This article was originally authored by our partner Metallurgical Associates, Inc.
Many products are now manufactured from a combination of both metal and plastic parts. If you are “of a certain age” you know that was not always the case. When plastics were first introduced, they had few load bearing applications in engineered products. However, as a new family of material, plastics have been rapidly and dramatically developed, improving their strength, wear resistance and other industrially desirable characteristics. As a result, plastics now interface with metal components in applications that were once considered unfeasible.
Most metals and metal alloys, on the other hand, are relatively mature materials. Recent improvements have resulted mainly from developments in processing that optimize their properties. However, new alloys continue to appear and hybrid materials, such as metal matrix composites have begun to enter the product stream.
Although we are materials engineers, Metallurgical Associates Inc. (MAI) works primarily in the field of metal analysis and evaluation. Our work includes material, process, and design evaluation. However, our primary focus is failure analysis and when this involves products assembled from both metal and polymer parts, our relationship with The Madison Group has been invaluable.
The client’s goal for a failure analysis is prevention. Our goal is to meet that expectation by identifying remedies that prevent subsequent failures. These must be based on a scientifically valid evaluation and interpretation of evidence. The failure mechanism, characterized by its morphology, is an essential piece of evidence. However, identifying the mechanism does not reveal why the failure occurred. Brittle fracture, pitting corrosion or adhesive wear are the end results, not the cause. Determining the cause requires data collection, chemical composition, physical properties, microstructure evaluation, manufacturing and service history.
While many of the failure mechanisms that affect metals and polymers are similar, there are important distinctions, and their fracture features differ dramatically. Fractures in both materials are typically imaged and evaluated both optically and by scanning electron microscopy (SEM). Physical properties differ dramatically as well. The inner structure of plastics is made up of organic macromolecules that are more “mobile” than the relatively “rigid” atomic lattice structure of metals. As a result, most industrial metals exhibit physical properties of higher magnitude than plastics, such as hardness, tensile strength, and wear resistance. Metals also maintain their physical properties over a wider temperature range.
Like some plastics, metals also have a crystalline structure, though in metallurgical nomenclature, these crystals are called grains and their interrelated arrangement is termed the grain structure or microstructure. Metal grains have a defined interface with adjacent grains compared to the more interlaced nature of plastic macromolecules. This interface or grain boundary, is critical to a variety of problems unique to metals. Severe service environments and faulty manufacturing processes can weaken the bond at the grain boundaries resulting in fracture. This can occur by a variety of mechanisms that plastics are not subject to, such as carbide precipitation, liquid metal embrittlement and hydrogen embrittlement.

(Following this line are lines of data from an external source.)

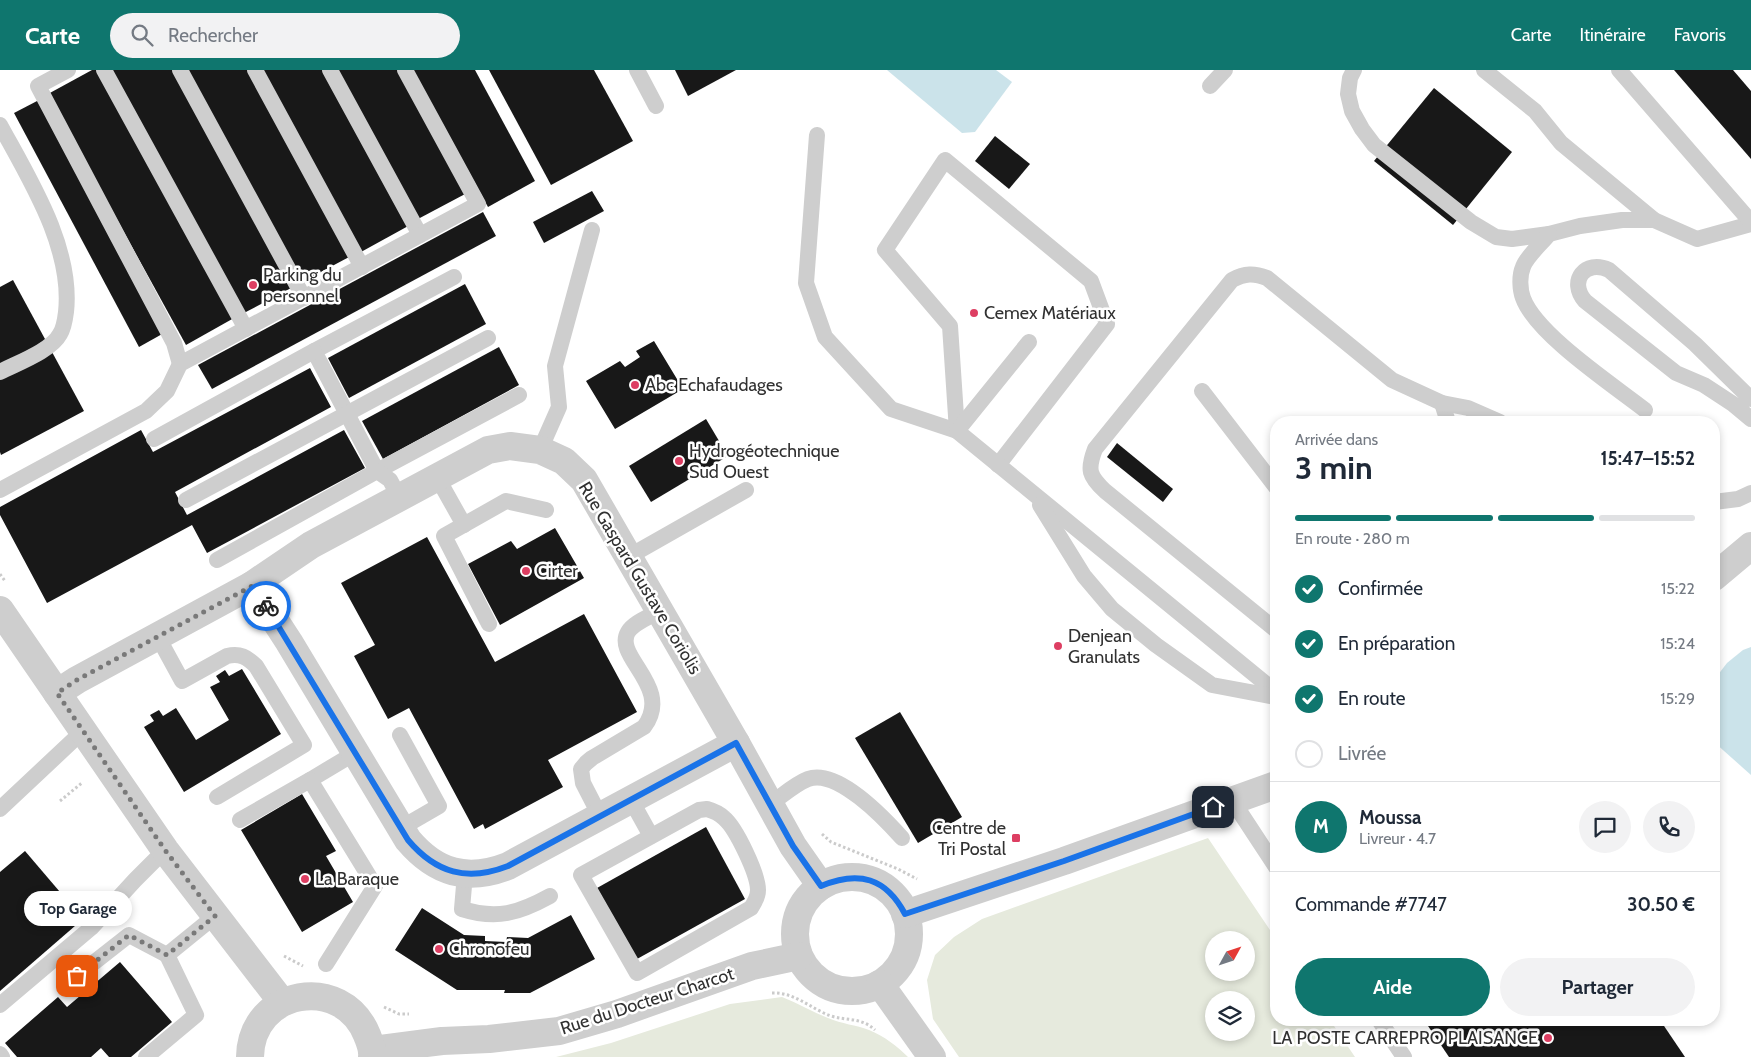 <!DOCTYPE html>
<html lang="fr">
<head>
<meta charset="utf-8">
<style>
  body { margin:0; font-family:Cabin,sans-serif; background:#f2f2f3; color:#1f2937; height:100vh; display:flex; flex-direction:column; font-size:19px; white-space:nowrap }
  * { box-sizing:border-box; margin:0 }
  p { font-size:16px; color:#747a83 }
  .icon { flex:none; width:28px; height:28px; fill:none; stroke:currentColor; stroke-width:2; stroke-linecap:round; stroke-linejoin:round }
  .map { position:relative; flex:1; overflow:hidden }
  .drawer { position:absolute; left:1270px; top:346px; width:450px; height:610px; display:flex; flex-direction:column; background:#fff; border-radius:20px; box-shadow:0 2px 8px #0003 }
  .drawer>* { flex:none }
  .needle { width:32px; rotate:50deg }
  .tools { position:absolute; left:1205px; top:861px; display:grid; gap:10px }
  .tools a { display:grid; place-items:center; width:50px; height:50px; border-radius:50%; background:#fff; box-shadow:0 2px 8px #0003; font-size:25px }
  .pin { position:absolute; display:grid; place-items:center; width:42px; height:42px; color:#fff; margin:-21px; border-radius:10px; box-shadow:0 2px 8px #0006 }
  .courier { position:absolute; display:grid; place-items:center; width:50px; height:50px; margin:-25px; border:4px solid #1a73e8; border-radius:50%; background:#fff; color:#222; box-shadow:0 1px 6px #0007 }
  .bubble { position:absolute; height:35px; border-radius:18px; background:#fff; box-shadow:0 2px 8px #0003; font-size:16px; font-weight:800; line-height:35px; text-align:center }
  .headline em { font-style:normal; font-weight:800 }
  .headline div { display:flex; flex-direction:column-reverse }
  .headline { display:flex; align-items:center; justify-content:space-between; height:85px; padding:0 25px }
  h1 { font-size:32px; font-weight:800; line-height:38px }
  .bar { display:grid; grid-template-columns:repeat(4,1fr); gap:8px 5px; align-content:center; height:60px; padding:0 25px }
  .bar i { height:6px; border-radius:4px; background:#e0e1e3 }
  .bar .active { background:#0f766e }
  .bar p { grid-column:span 4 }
  .line { display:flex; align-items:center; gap:12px; padding:0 25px; border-top:1px solid #e0e1e3 }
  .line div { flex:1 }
  .round { display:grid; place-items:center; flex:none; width:52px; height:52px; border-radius:26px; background:#f2f2f3 }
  ol { padding:0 25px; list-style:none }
  li { display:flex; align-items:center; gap:15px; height:55px }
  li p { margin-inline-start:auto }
  li .icon { padding:5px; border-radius:50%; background:#0f766e; color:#fff; stroke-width:4 }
  li:last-child { color:#747a83 }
  li i { width:28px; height:28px; border:2px solid #e0e1e3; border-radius:50% }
  .action { display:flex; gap:10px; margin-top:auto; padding:10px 25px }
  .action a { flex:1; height:58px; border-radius:30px; background:#0f766e; color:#fff; font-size:20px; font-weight:800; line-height:58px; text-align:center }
  .action a+a { background:#f2f2f3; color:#1f2937 }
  header { display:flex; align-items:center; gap:30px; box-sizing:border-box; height:70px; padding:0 25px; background:#0f766e; color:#fff }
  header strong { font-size:24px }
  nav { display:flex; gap:28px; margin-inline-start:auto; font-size:18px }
  .search { width:350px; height:45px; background:#f2f2f3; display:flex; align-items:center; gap:12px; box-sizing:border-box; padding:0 18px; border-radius:28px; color:#747a83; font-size:19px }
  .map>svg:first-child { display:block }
</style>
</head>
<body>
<header>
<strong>Carte</strong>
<div class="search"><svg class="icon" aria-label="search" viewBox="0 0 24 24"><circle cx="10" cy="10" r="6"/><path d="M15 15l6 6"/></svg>Rechercher</div>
<nav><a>Carte</a><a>Itinéraire</a><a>Favoris</a></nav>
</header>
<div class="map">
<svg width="1751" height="987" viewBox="0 0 1751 987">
  <rect width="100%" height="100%" fill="#fff"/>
  <g fill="#e6eadd" fill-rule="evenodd">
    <path d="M1208,768L1276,869V950H1330L1355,987H959L933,949L927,910L935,885L954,867L982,849ZM1214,870H1246V902H1214ZM1214,930H1246V962H1214Z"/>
    <path d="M782,927C798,933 812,942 828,948C842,954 856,955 869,960C884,966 897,976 908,987H556L611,973L730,934Z"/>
  </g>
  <g fill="#cbe3ea">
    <polygon points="887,0 996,0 1012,12 975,62 962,63"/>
    <polygon points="1751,577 1751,705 1714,672 1714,610 1727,593 1743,580"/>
  </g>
  <g fill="#181818">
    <polygon points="92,0 99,0 234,248 186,275 48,24"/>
    <polygon points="110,0 174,0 293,217 244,243"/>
    <polygon points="186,0 249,0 351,186 302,212"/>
    <polygon points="261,0 325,0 410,155 361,182"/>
    <polygon points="336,0 400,0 467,123 418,149"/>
    <polygon points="413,0 475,0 535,111 488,137"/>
    <polygon points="489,0 594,0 633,71 551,115"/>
    <polygon points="675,0 736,0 688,26"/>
    <polygon points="1674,0 1733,0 1751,21 1751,89"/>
    <polygon points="1434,18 1512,82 1453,155 1374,91"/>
    <polygon points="39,30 164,263 139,277 14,43"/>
    <polygon points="995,66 1030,94 1009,119 975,91"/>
    <polygon points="592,121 604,141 544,173 533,152"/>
    <polygon points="483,142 496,166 212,319 198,295"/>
    <polygon points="13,210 84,341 1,385 0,382 0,217"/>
    <polygon points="465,214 486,254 349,328 328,288"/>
    <polygon points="654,271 683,319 615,359 586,311 620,291 625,297 640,287 636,281"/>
    <polygon points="499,277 519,315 383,389 362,351"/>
    <polygon points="310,298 331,337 175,422 187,445 344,360 365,398 207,483 192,455 47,533 0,445 0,437 141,360 153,382"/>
    <polygon points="706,349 728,386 651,432 629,396"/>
    <polygon points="1117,373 1173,419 1163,432 1107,387"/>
    <polygon points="555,458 584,508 500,555 468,494 511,471 517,479"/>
    <polygon points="427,467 495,592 584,544 637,642 548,690 563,717 485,759 483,754 474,759 409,638 388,649 354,586 375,575 341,513"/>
    <polygon points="242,599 281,664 184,722 144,657 154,651 150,645 159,640 163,646 176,638 196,670 229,650 210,617 220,612 216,606 225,600 229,606"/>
    <polygon points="900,642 962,747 918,773 855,668"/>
    <polygon points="302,724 336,781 326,786 353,832 302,862 241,760"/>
    <polygon points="706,757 745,829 637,889 597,818"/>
    <polygon points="25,781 83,849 0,921 0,802"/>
    <polygon points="422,838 464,865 485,866 485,871 506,872 507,867 528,868 571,845 595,889 530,923 504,923 505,920 457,920 395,880"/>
    <polygon points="120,892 172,952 131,987 109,987 101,978 91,987 17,987 5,973 58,927 67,937"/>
    <polygon points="1424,950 1660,950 1685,987 1449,987"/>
  </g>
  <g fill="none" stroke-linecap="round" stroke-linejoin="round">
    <g stroke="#cbcbcb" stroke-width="3" stroke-dasharray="2.5 2.5" stroke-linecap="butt">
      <polyline points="0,504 5,511"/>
      <polyline points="60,731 83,712"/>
      <polyline points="822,764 831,772 898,799 917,809"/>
      <polyline points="284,886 303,896"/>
      <path d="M772,923C795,922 811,939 831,946C847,951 861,947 875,960"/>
      <polyline points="384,937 399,944 409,944"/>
    </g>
    <g stroke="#cecece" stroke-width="16">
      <polyline points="68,0 38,16 174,273 180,294"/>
      <polyline points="104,0 246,259"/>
      <polyline points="180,0 304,228"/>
      <polyline points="255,0 362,197"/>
      <polyline points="330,0 420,165"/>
      <polyline points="637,0 656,36"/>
      <polyline points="1354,0 1350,8 1348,24 1352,41 1362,59 1374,75 1471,152 1496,167 1512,169 1549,164 1580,156 1622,150 1654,150"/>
      <polyline points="1484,0 1535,41 1561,73 1654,150 1697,169 1751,154"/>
      <polyline points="1619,0 1751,152"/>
      <polyline points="1210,16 1225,0"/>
      <path d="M0,55C30,110 73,178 66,242C65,250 64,258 60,264C51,281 17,293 0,302"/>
      <polyline points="817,65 806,213 825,267 891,339 957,361 950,256 885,180 945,90 1091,211 1107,254 998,395"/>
      <path d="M1549,164C1542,173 1526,187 1523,197C1519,206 1520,220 1523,228C1536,264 1613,315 1645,340"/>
      <polyline points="454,207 314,281 377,401 519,325"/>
      <polyline points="1029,272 957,361 1276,622"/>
      <polyline points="1202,321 1276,417"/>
      <path d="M1751,329L1695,274L1609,200C1585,189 1568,211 1585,231L1676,303L1704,315L1733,334L1751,349"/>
      <polyline points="1442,333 1448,352"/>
      <polyline points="154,369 314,281"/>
      <polyline points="540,380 559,337 555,296 592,160"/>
      <polyline points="437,407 464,455"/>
      <polyline points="0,420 146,341 167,321 180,294 478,134 405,0"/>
      <polyline points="186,430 488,268"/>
      <polyline points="1714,432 1738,429 1751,423"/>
      <polyline points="1040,435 1084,506 1112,539 1156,575 1212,615 1276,627"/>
      <polyline points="628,487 746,420"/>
      <polyline points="217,490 377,401 390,410 399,427"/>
      <polyline points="489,554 444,466 506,431 546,440"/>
      <path d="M1276,560L1105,421C1089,406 1087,400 1095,379L1232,210C1245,203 1254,203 1267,208L1392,310L1442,333L1468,338L1500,352"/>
      <path d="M158,567L182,611L227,586C240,583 247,587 256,596L304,675L217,727"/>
      <polyline points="400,665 439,736 401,758"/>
      <polyline points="310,710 355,683"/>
      <polyline points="631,730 651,766"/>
      <polyline points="1232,730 1276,797"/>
      <path d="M770,734C782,726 795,714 808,709C837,698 885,749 902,768"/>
      <polyline points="0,739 83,661"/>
      <path d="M707,739C714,741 719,743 724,748C736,758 758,804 758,820C758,827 755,832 751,838L637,903L581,805L699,740Z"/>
      <path d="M600,746L583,713L581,699L586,693L592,688L644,657C674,617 613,587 628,562C634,552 650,547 659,541"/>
      <polyline points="240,750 310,710 375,816 326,894"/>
      <path d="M465,804L462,839C497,850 519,843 550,826"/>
      <polyline points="64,916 129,865 167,885"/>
      <polyline points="0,935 91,858 135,810 165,780"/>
      <polyline points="1379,950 1404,987"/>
      <polyline points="0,984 2,987"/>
      <polyline points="146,987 196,945 167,885 215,846"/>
    </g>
    <g stroke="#cecece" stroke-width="28">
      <polyline points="1714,507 1751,476"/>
      <path d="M252,515L289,572L408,770C436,803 467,812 508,796L736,673"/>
      <polyline points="57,623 77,610 252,515 311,475 488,380 510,376 540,380 564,391 584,410 736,673 793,776 821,816"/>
      <circle cx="852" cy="864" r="57"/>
      <polyline points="905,844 1064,791 1276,715"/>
      <polyline points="880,914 932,987"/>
      <polyline points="373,980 442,971 489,969 559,961 617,944 752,896 799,886"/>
    </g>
    <g stroke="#cecece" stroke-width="28">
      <polyline points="0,540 165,780 282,932"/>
      <path d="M250,987C251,919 342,903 367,965C370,973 373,979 372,987"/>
    </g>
  </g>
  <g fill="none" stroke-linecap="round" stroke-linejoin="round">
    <polyline stroke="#797979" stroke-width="5" stroke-dasharray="0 9" points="77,906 129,865 167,885 215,846 165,780 57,623 77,610 252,516 266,536"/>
    <path stroke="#1a73e8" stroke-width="6" d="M266,536L408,770C436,803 467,812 508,796L736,673L793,776L821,816C859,800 886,808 905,844L1064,791L1213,737"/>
  </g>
  <g fill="#dd3e62" stroke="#fff" stroke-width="2">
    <circle cx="253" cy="215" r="5"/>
    <circle cx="974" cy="243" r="5"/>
    <circle cx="635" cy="315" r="5"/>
    <circle cx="679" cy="391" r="5"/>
    <circle cx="526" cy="501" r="5"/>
    <circle cx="1058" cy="576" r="5"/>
    <rect x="1011" y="763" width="10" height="10" rx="2.5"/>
    <circle cx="305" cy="809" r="5"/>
    <circle cx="439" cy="879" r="5"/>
    <circle cx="1548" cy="968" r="5"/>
  </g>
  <g text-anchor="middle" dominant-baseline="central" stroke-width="5" stroke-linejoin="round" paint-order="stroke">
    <g font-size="18" fill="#313131" stroke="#fff" text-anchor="start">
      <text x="263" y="205">Parking du<tspan x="263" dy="21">personnel</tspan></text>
      <text x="984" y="243">Cemex Matériaux</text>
      <text x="645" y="315">Abc Echafaudages</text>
      <text x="689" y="381">Hydrogéotechnique<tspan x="689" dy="21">Sud Ouest</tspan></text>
      <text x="536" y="501">Cirter</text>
      <text x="1068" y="566">Denjean<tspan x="1068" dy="21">Granulats</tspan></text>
      <text x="1006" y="758" text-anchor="end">Centre de<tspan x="1006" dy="21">Tri Postal</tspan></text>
      <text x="315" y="809">La Baraque</text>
      <text x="449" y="879">Chronofeu</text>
      <text x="1538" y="968" text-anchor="end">LA POSTE CARREPRO PLAISANCE</text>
    </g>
    <g font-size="18" fill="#313131" stroke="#fff">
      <text transform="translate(640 508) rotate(59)">Rue Gaspard Gustave Coriolis</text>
      <text transform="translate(647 931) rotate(-18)">Rue du Docteur Charcot</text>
    </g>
  </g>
</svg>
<div class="tools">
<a><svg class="needle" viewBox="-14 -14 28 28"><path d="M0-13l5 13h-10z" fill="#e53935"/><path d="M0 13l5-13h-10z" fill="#747a83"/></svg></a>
<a><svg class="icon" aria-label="layers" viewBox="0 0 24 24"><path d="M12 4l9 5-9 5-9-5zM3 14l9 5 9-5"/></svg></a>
</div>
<div class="pin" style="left:77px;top:906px;background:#ea580c"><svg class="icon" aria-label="bag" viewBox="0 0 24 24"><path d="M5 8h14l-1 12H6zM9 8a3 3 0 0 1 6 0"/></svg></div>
<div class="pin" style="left:1213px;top:737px;background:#1f2937"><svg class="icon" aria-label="home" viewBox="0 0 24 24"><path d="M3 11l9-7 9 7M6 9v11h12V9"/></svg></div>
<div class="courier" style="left:266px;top:536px"><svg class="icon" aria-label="bike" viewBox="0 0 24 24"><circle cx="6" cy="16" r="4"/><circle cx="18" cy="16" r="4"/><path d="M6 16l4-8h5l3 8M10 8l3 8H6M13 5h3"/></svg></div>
<div class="bubble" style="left:24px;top:821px;width:108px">Top Garage</div>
<section class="drawer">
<div class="headline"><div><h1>3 min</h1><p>Arrivée dans</p></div><em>15:47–15:52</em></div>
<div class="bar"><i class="active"></i><i class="active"></i><i class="active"></i><i></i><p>En route · 280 m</p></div>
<ol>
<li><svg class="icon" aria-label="check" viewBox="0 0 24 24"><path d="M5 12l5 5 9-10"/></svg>Confirmée<p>15:22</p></li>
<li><svg class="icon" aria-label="check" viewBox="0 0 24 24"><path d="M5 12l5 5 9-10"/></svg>En préparation<p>15:24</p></li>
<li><svg class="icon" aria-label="check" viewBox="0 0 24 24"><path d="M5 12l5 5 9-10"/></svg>En route<p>15:29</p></li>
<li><i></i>Livrée</li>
</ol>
<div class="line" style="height:90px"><b class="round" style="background:#0f766e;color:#fff">M</b><div><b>Moussa</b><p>Livreur · 4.7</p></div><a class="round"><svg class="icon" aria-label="chat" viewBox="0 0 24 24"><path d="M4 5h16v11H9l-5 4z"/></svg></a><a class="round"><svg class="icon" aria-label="phone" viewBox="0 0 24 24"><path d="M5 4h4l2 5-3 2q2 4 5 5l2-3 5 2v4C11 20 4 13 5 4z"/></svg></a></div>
<div class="line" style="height:65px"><div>Commande #7747</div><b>30.50 €</b></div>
<div class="action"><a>Aide</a><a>Partager</a></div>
</section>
</div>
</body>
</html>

Microstructure evaluation is a major field in the analysis of metals that is less prevalent in plastics. The physical properties of metals can be varied by processes that modify the size, shape, and chemical composition of the grains. These modifications in the grain structure or microstructure, alter the physical properties of metals, and are the basis of many manufacturing processes. Microstructure evaluation is performed by polishing and acid etching selected areas of interest. The etched sample is then examined by optical microscopy. This reveals characteristic features corresponding to the processes used in the components manufacture, as well as defects, inclusions and other aspects of the microstructure corresponding to the metal’s properties.
Heat treatment presents a substantial area of processing and analysis in metals that is not applied to plastics. Elevated temperatures generally degrade the physical properties of plastics. The physical properties of metals, however, can be beneficially modified and enhanced by controlled heating and cooling. Unlike plastics, which generally exhibit uniform properties throughout, heat treating can selectively modify the physical properties of metals at specific surface locations, leaving the properties of the substrate unchanged. This is the basis of case hardening and similar beneficial heat-treating processes that produce a hard, wear-resistant surface on a softer more flexible core. Heat treating processes come with their own set of potential problems. Quench cracking is the best known and most prevalent of these, but is not the only consequence of improper heat-treating procedures that can result in a component failure.
Metals are also joined and shaped by processes that are not available in plastics. While plastic parts can be joined in a variety of ways, these are typically bonding techniques that join two or more intact plastic surfaces. Metal parts are joined by a wide range of welding procedures in which the parts are locally heated past their melting point and fully fused together. Forging is another process applied to metals with no equivalent in plastic manufacturing. Using this technique, metal parts can be shaped into net or near net forms, by pressing or hammering, taking advantage of metals ability to yield, or permanently deform, and then be returned to its original, or even an improved state by heat treating.
Metals and plastics each offer unique, sometimes complimentary, and occasionally, even overlapping service and manufacturing properties. Failures in these materials also range from unique material specific mechanisms to similar or analogous modes. The increasing use and interaction of both plastic and metal parts in products call for specialized expertise from both material fields to optimize both their performance and economy.